Top anti-trafficking organizations in New York City, such as Garden of Hope and Restore NYC, who provide therapeutic services through the criminal courts to arrested sex workers, are explicit in their Christian mission and messaging. While some of their work is indeed helpful to those in need, these organizations tend to conflate all sex work with human trafficking. They work closely with police to increase monitoring of vulnerable migrants who want no such encounters with police.

These organizations also often refuse to believe sex workers when workers tell them they have not been trafficked, instead insisting on telling workers how to think of their own work: that it is inherently exploitative and immoral, going so far to say it's against God's wishes. (One friend of mine tried to take her own life after going through one of their programs because she said she felt confused and like a bad person afterward.)

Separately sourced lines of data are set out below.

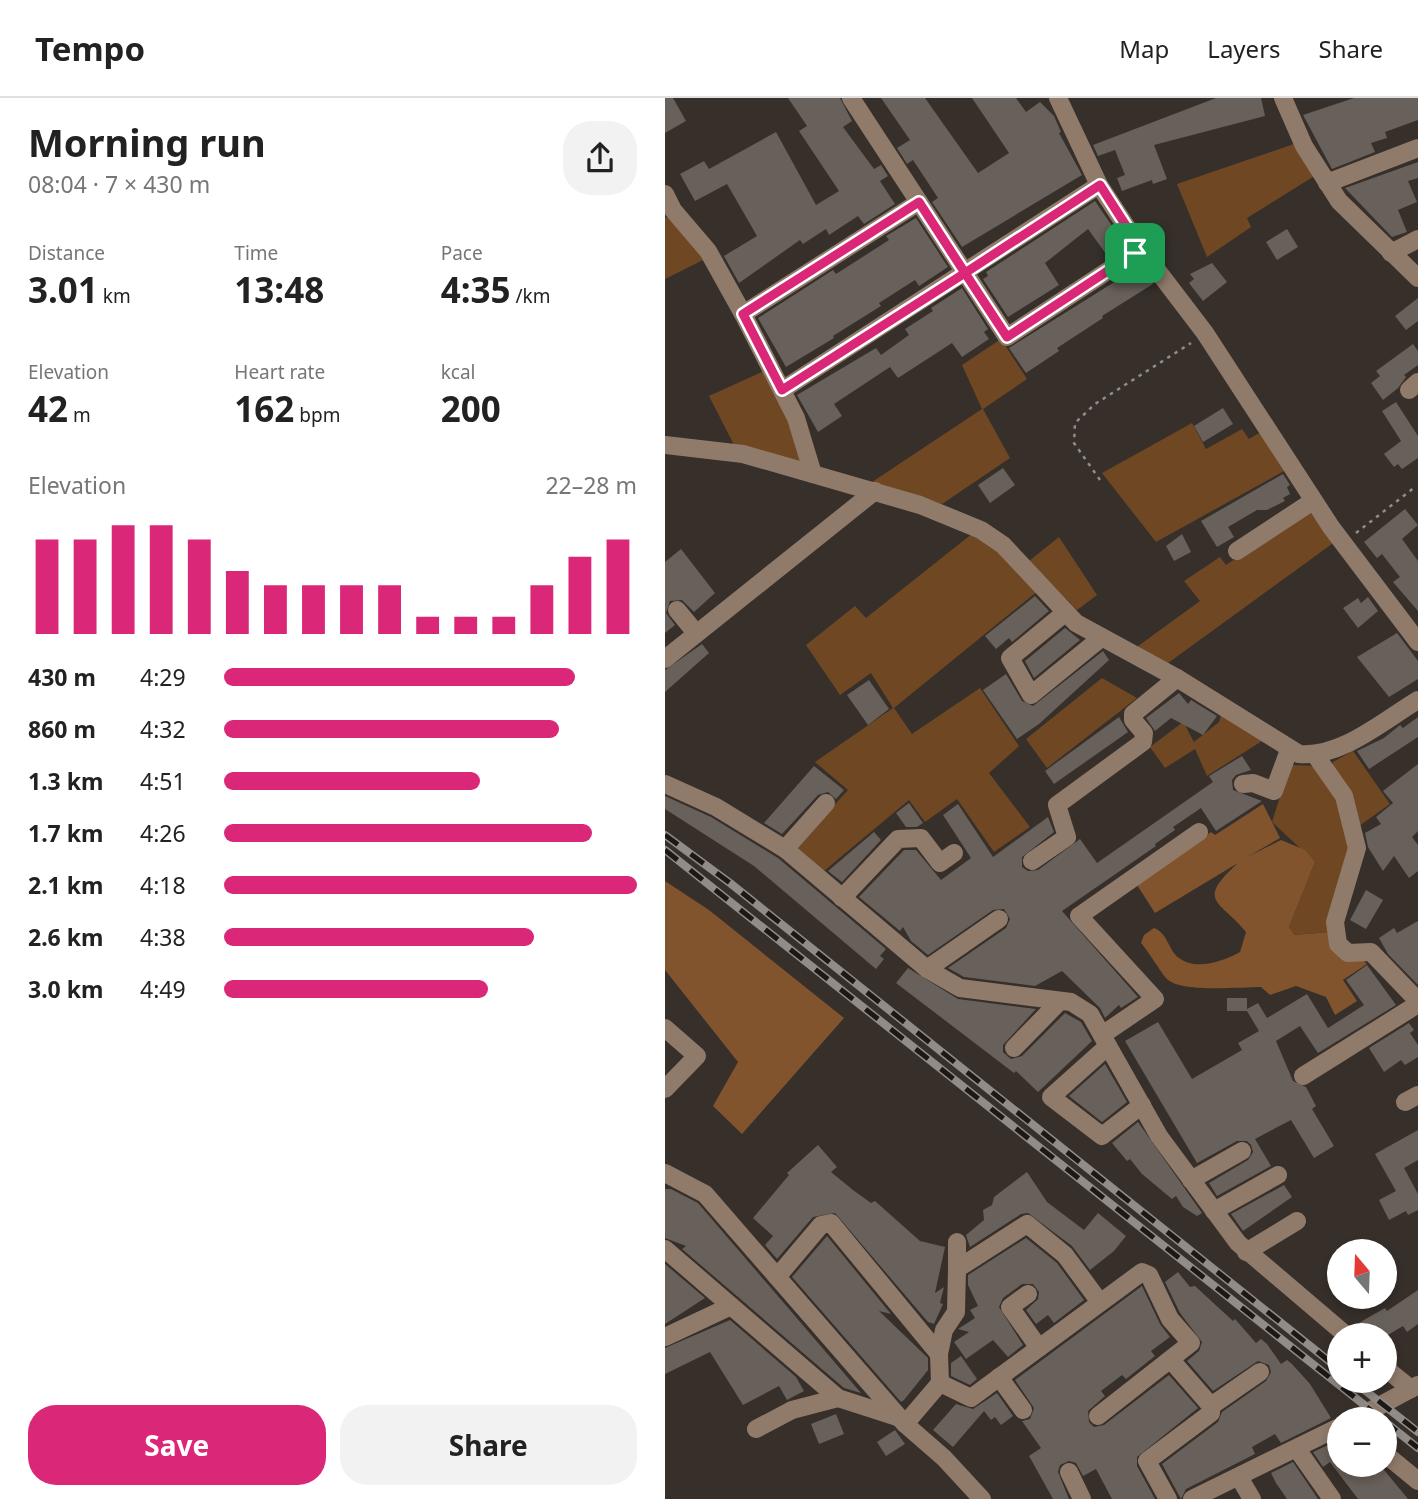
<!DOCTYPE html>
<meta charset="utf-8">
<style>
body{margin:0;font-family:"Noto Sans",sans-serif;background:#f2f2f2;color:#222;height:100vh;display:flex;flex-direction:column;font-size:26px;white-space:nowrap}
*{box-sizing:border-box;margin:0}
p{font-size:23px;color:#767676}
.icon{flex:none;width:38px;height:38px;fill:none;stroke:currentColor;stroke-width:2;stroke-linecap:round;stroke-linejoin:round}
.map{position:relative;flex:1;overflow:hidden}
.details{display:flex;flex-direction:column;background:#fff;width:665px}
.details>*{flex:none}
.needle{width:46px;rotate:341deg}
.buttons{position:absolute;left:662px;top:1141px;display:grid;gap:14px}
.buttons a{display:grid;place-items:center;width:70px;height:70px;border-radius:50%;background:#fff;box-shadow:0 4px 10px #0003;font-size:35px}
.pin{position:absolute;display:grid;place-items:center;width:60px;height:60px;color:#fff;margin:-30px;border-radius:14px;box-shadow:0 4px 10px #0006}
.round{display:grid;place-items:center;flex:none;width:74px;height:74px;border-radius:28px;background:#f2f2f2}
.summary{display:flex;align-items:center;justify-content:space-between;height:119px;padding:0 28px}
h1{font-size:38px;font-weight:700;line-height:52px}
.stats{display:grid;grid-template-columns:repeat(3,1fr);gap:10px;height:119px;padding:7px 28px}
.stats div{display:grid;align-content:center}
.stats b{font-size:35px;font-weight:700}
.stats small{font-size:19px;font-weight:400}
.stats p{font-size:19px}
.chart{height:196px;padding:14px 28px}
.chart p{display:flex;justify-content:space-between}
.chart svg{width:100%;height:126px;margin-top:7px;stroke:#db2777;stroke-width:6}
.button{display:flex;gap:14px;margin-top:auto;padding:14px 28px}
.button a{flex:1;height:80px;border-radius:28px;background:#db2777;color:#fff;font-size:28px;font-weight:700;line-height:80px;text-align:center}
.button a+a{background:#f2f2f2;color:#222}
ul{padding:0 28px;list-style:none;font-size:23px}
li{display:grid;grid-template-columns:112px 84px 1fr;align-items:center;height:52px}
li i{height:18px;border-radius:9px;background:#db2777}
header{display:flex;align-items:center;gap:42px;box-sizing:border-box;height:98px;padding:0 35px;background:#fff;border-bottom:2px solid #e0e0e0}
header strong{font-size:33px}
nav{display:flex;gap:38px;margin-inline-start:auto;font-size:24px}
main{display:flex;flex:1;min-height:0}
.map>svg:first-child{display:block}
</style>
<header>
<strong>Tempo</strong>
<nav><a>Map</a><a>Layers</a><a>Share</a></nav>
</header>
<main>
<section class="details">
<div class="summary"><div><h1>Morning run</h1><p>08:04 · 7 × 430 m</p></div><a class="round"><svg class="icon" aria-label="share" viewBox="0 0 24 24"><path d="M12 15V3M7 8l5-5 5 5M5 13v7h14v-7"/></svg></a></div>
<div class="stats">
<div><p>Distance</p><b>3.01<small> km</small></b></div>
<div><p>Time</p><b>13:48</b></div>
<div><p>Pace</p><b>4:35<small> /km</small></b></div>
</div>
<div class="stats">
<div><p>Elevation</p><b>42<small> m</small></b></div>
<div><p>Heart rate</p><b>162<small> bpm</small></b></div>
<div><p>kcal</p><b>200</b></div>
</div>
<div class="chart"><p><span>Elevation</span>22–28 m</p>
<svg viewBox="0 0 160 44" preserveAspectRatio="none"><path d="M5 44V11M15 44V11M25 44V6M35 44V6M45 44V11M55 44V22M65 44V27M75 44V27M85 44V27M95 44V27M105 44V38M115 44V38M125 44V38M135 44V27M145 44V17M155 44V11"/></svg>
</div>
<ul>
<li><b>430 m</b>4:29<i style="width:85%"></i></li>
<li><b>860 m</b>4:32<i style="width:81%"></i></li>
<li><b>1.3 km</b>4:51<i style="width:62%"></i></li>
<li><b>1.7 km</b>4:26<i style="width:89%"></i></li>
<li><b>2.1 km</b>4:18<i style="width:100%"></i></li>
<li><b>2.6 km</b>4:38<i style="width:75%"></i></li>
<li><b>3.0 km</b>4:49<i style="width:64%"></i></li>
</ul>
<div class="button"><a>Save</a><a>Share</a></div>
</section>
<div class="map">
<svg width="753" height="1401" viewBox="0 0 753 1401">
<rect width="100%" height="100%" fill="#362f2a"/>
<g fill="#704723">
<polygon points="629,46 651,77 582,120 586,129 542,159 512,86"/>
<polygon points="5,118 40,161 0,181 0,120"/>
<polygon points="336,241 362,281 318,311 345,360 277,406 207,384 317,311 297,267"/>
<polygon points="99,273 124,317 138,361 133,364 69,347 44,298"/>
<polygon points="527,325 541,351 577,331 584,341 596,334 619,373 491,444 437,375"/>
<polygon points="643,412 671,443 499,568 469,551 535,503 519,483 555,459 561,467"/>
<polygon points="308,435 334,453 374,492 229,610 247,636 315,590 354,648 324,675 365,729 329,754 292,701 260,724 244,702 159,773 131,749 183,692 150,664 228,610 206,575 175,597 141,547 190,508 201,520"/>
<polygon points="394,439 432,497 412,512 364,463"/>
<polygon points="437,580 472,600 382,670 361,641"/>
<polygon points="557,614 597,643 542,678 530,651 500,670 485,649 522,621 521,629 529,644 554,624"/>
<polygon points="688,653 725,706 694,728 666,671 668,664"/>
<polygon points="625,667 655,668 677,699 688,758 665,834 628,837 624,829 650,764 607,724"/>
</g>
<g fill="#81542e">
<path d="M598,706L615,740L584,758L616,742L640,752L650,764L624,829L629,837L665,834L702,866L678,882L692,903L670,917L661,899L631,888L605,897L596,889C576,889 516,895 502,881C496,875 484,854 476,845L479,837L489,830C503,835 503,852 514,860C531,873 559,863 575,854L581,834C555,802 530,804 573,765L490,815L472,787L546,734L550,737Z"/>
<polygon points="0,783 44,812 179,920 77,1036 48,1008 73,964 0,872"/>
</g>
<g fill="#68605a">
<polygon points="0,0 8,0 21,23 0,35"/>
<polygon points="123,0 175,0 187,23 178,29 209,71 216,67 223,78 215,83 230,106 199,126 193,118 164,137 161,131 138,146 135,142 74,185 59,158 92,138 62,86 30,103 15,76 39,63 44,71 111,34 151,107 174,93 134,33 142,28"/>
<polygon points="216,0 260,0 313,75 344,55 307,0 351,0 361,14 375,4 389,18 396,34 394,35 417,77 297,149 267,104 273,100 248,62 242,66 232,50 245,42"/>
<polygon points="551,0 596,0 600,18 489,47 502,81 488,86 487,82 457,93 452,80 460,77 450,52 433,58 428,47"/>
<polygon points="689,0 753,0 753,22 720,34 722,40 706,45 710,54 667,71 638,17"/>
<polygon points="753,64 753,80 743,83 752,104 733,112 742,134 727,139 680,90"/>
<polygon points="430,103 458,144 441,156 423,131 380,165 394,187 343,219 318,181 323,178 321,174"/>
<polygon points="251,120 283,169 254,188 250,182 214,205 216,208 168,238 169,240 121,269 93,220 168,172 171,176 224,142 221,138"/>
<polygon points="622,131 633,149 612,162 601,144"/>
<polygon points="547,165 562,184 538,203 524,185 529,181 525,176"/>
<polygon points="475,168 488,186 437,218 438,220 392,250 394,253 361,275 344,250"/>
<polygon points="297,190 323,231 319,234 324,241 297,259 287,245 233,280 225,269 169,306 177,318 153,334 132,297 211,250 216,257 244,237 240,231 268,213 266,210"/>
<polygon points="753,200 753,223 741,232 730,218"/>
<polygon points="748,246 753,253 753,267 739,277 741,279 733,290 718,302 706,285 715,278 711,273"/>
<polygon points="731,304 753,338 753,360 737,371 733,366 729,369 719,356 736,343 717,313"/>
<polygon points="558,310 568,326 538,344 529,328"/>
<polygon points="338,370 350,387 325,405 313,387"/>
<polygon points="618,376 625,387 622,389 625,396 618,400 620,403 602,412 592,412 563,429 569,439 552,449 536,423"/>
<polygon points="740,411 753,427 737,441 753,463 753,513 728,484 735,479 717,456 712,460 699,444"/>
<polygon points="517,436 526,454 509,463 501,448"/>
<polygon points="16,451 50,495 29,514 17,502 5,503 1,515 10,527 0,535 0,464"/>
<polygon points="370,498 384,513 347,544 344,540 331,551 320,538"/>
<polygon points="703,499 713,513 693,530 678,510 693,500 696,505"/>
<polygon points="400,530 415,542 369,580 360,563"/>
<polygon points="732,535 753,563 753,581 724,599 692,559"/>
<polygon points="37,546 44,555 0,594 0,572"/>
<polygon points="438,553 444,562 374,626 352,641 318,592 341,576 357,603 368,608"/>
<polygon points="204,582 224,611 203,627 182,597"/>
<polygon points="514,595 523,606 526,602 552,618 538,637 506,620 490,633 481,620"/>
<polygon points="454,619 463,634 389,686 380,673"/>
<polygon points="753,619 753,639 704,671 692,653 719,640 735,627 738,630"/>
<polygon points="577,658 586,672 571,677 567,682 568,692 597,703 551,733 536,710 508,729 510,732 490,746 491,748 397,813 473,899 456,910 454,907 440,920 435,910 397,873 370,888 299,879 283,870 341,830 345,821 339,811 328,812 263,857 246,843 238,829 235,833 194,799 239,752 251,752 276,782 306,760 278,717 293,706 328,759 383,719 389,734 357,759 357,769 363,773 373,772 415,741 432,765 548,684 544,678"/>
<polygon points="753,666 753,733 747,739 753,747 753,773 744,780 729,758 718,773 703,749 700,735 716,726 711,719 728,705 718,693"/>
<polygon points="149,668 179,692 171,701 163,694 153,697 117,736 99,725"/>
<polygon points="0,698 46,719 113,760 221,851 215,858 219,861 211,871 89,768 0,711"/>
<polygon points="244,705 258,725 252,729 241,729 231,715"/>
<polygon points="209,734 216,742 177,784 163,773"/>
<polygon points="701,792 718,802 701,831 685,822"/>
<polygon points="753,823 753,887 723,856 714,840 729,830 732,835"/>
<polygon points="702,867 731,907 653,955 635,928 611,943 628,983 641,989 651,1008 647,1011 669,1048 649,1060 626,1022 590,1041 606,1068 552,1098 544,1085 583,1062 588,1054 586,1047 582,1043 572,1043 532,1065 460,943 493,924 527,981 577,952 573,945 594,933 582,913 562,913 562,900 582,900 582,911 593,905 602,920 642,896 663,930 699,907 681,882"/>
<polygon points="243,870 293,901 371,911 338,947 338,954 346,961 357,958 400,915 416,924 427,943 373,994 351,973 349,975 231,885"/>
<polygon points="744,925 749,932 745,935 753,947 753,959 740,967 736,962 719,974 704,950"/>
<polygon points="440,966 462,1004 437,1024 404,998"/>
<polygon points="473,1024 537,1115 532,1118 518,1109 511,1098 507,1101 477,1076 465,1061 462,1063 447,1045"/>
<polygon points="753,1032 753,1062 739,1070 753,1096 753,1112 743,1117 741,1113 724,1122 714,1102 731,1093 710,1056"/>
<polygon points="153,1047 172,1069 166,1074 188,1092 206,1105 210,1103 255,1143 280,1149 270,1195 279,1189 275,1205 278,1206 269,1226 263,1224 170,1115 148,1119 112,1161 100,1147 108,1138 88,1120 124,1077 122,1075"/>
<polygon points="362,1074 382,1104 419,1132 433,1115 461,1138 449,1153 425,1172 407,1148 363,1115 356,1116 305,1149 301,1137 319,1122 318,1112 327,1107 329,1099"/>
<polygon points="619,1087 627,1099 578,1133 566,1116"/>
<polygon points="0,1091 6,1091 33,1105 196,1295 179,1290 17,1151 21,1148 0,1140"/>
<polygon points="162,1138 226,1216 214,1213 263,1260 263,1272 239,1302 236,1304 127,1179"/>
<polygon points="361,1140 392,1165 419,1202 389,1225 383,1217 371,1226 361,1212 373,1201 374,1194 368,1186 357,1186 338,1200 334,1209 358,1247 343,1259 328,1242 301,1261 289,1244 304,1234 293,1231 310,1220 305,1212 313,1208 303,1187 303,1177"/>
<polygon points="0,1166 40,1200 0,1226"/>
<polygon points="513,1174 525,1189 530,1188 568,1223 570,1221 591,1245 596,1241 602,1246 616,1266 622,1262 627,1266 645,1286 666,1320 616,1345 610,1336 587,1349 590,1356 521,1391 516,1401 497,1366 553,1324 557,1314 601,1283 606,1274 604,1267 593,1263 548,1293 522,1263 534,1253 537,1244 515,1215 500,1184"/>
<polygon points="477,1188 495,1226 505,1239 486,1253 490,1258 461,1281 457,1277 436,1293 440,1298 423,1313 424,1324 429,1329 439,1327 504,1277 533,1310 472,1359 472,1368 490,1401 447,1401 431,1371 418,1378 411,1365 404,1363 395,1367 393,1374 404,1401 388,1401 364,1358 376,1350 357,1323 365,1321 369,1310 350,1282"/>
<polygon points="753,1192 753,1226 742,1234 738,1228 723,1237 699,1237 692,1226 720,1210 722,1213"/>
<polygon points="65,1222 131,1279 139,1293 122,1302 114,1288 78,1307 45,1254 0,1276 0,1250"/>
<polygon points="296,1258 312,1281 305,1287 286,1278 286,1265"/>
<polygon points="332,1295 348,1318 336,1327 330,1319 326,1322 319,1313 288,1349 268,1332 291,1306 308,1311"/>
<polygon points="171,1316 179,1336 154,1346 146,1326"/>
<polygon points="230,1332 240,1346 221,1358 212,1344"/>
<polygon points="674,1342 674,1367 715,1367 743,1401 693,1401 665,1364 658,1369 648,1354"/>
<polygon points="628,1364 653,1401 622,1401 611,1385 606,1375"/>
</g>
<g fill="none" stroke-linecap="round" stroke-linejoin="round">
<g stroke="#928c88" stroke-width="2.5" stroke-dasharray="3.5 5" stroke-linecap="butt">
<polyline points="435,382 409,345 410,325 430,306 526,245"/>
<polyline points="691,435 750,389"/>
</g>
<g stroke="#907b6b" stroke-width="18">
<polyline points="186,0 342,239 476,151"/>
<polyline points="393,0 434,87 476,151 540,235 666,429 753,544"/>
<polyline points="618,0 639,48 674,103 753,180"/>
<polyline points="662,85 753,50"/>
<polyline points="0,96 8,112 43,153 78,216 131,320 148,376"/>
<polyline points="726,155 753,141"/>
<polyline points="78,216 254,104"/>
<polyline points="117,292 434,87"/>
<polyline points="744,292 753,284"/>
<path d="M0,347L78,356L255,407L316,432L338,447L411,525L512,580L634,656C676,660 718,623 753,602"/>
<polyline points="572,453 648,403"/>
<polyline points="12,512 31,535"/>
<polyline points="401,514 345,560 366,597 436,540"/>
<polyline points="0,561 210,393"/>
<polyline points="651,658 679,698 692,750 670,824 673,846 683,855 706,854 753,903"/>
<polyline points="0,686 51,709 120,751 262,871 295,890 406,904 425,916 494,1038 573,1145 681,1237"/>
<polyline points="578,686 588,685 609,693 624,652"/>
<polyline points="120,751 161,705"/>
<polyline points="367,763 402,739 392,707 478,644 479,635 468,622 468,616 512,580"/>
<polyline points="177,800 233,741 256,740 275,765 289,755"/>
<polyline points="262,871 334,821"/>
<polyline points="0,930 32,958 0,991"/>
<polyline points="437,937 490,901 414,818 534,734"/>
<polyline points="443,948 386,999 437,1038 477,1007"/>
<polyline points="349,950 395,903"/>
<polyline points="638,978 753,906"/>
<polyline points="740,1004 753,997"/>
<polyline points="0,1075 40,1096 240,1326 279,1360 317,1401"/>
<polyline points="526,1082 577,1053"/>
<polyline points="549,1113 613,1077"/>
<polyline points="292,1144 292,1171"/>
<polyline points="0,1151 173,1300 235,1320"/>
<polyline points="581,1154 632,1123"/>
<polyline points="112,1179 156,1127 166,1125 274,1256"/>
<polyline points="363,1196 345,1209 374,1250"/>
<polyline points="0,1239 66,1208"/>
<polyline points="506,1262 546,1308 595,1274"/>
<polyline points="719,1269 746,1291"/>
<polyline points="334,1279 358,1312"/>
<polyline points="275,1285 306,1300 477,1174 484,1177 505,1221 526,1245 433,1318"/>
<polyline points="690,1321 753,1287"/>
<polyline points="240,1326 275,1285 274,1256 279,1232 291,1214 292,1171 362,1126 400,1157 434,1203"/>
<polyline points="91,1331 127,1312 173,1300"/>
<polyline points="632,1351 667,1401"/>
<polyline points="719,1355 753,1383"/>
<polyline points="404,1374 417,1401"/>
<polyline points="574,1379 587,1401"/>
<polyline points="503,1401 482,1363 546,1315 546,1308"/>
<polyline points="527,1401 674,1329"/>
</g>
<g stroke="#928c88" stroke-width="8">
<g id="rail">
<polyline points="0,737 65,785 674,1271"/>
<polyline points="0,752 717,1321"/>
<polyline points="688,1283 753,1334"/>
<polyline points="719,1323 753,1350"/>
</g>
</g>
<use href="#rail" stroke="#1b1815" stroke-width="5" stroke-dasharray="16" stroke-linecap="butt"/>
</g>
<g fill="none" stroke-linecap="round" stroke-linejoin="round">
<g stroke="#fff" stroke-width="14">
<polyline id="route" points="470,155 342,239 300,175 117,292 78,216 254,104 300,175 435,87 476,151 470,155"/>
</g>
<use href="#route" stroke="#db2777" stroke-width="9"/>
</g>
</svg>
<div class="buttons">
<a><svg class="needle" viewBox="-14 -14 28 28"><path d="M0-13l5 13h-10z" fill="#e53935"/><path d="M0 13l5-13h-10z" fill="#767676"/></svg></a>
<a>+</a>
<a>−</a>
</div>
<div class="pin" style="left:470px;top:155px;background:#1e9e55"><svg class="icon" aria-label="arrive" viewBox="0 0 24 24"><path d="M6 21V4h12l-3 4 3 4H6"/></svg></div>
</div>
</main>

The refusal of many anti-trafficking organizations — and the general public — to listen to voices of Asian migrant sex workers feeds into a dangerous false narrative.

For an arrested sex worker, the path forward is a challenging one. Through the New York prostitution diversion courts, arrested sex workers are forced to complete five or six monthly treatment sessions of mandated therapy, or face harsher criminal penalties. These courts were renamed “Human Trafficking Intervention Courts,” even though the majority of people who go through their revolving doors are actually criminalized sex workers. It's true that the courts were designed to provide more compassionate alternatives to incarceration. But if a sex worker fails to complete their collaboration with mandated treatment program, they can be rearrested on a bench warrant and penalized, as Layleen Polanco had been, leading to Polanco’s death inside a prison cell in Rikers.

Moreover, if a sex worker is rearrested for prostitution during their probationary “treatment” period, they could be given a harsher sentence or risk deportation. Since most workers can’t afford to go for six months without income, many continue engaging in sex work, under intensified fear of police and social workers. This was the state of heightened anxiety that Yang Song was in on November 25, 2017. She had completed five of six mandatory treatment sessions, and was deadly afraid of being rearrested.

The refusal of many anti-trafficking organizations — and the general public — to listen to voices of Asian migrant sex workers feeds into a dangerous false narrative, resulting in widely accepted yet incorrect statistics, social panics, and conspiracy theories based on presumptions about the lives of ignored and silenced people, as opposed to their nuanced realities. Add to that our culture's pernicious conflation of all sex work with human trafficking, and existing racist tropes that view Asian immigrant businesses and Asian women as particularly prone to trafficking, and an unspeakable event like the Atlanta shooting becomes an all-too-possible reality.

To address these issues as a society, we need to take a hard look at all of the cultural ideas in our media, in our religious and social spaces, and examine them deeply for the contradictions within: what hurts there, and what needs healing. At the heart of a hate crime is a culture that is deeply hurt. We all have work to do to understand the contradictions inside our culture, and inside ourselves. Because when we can’t heal these hurts inside ourselves, we become part of the violence it does to others.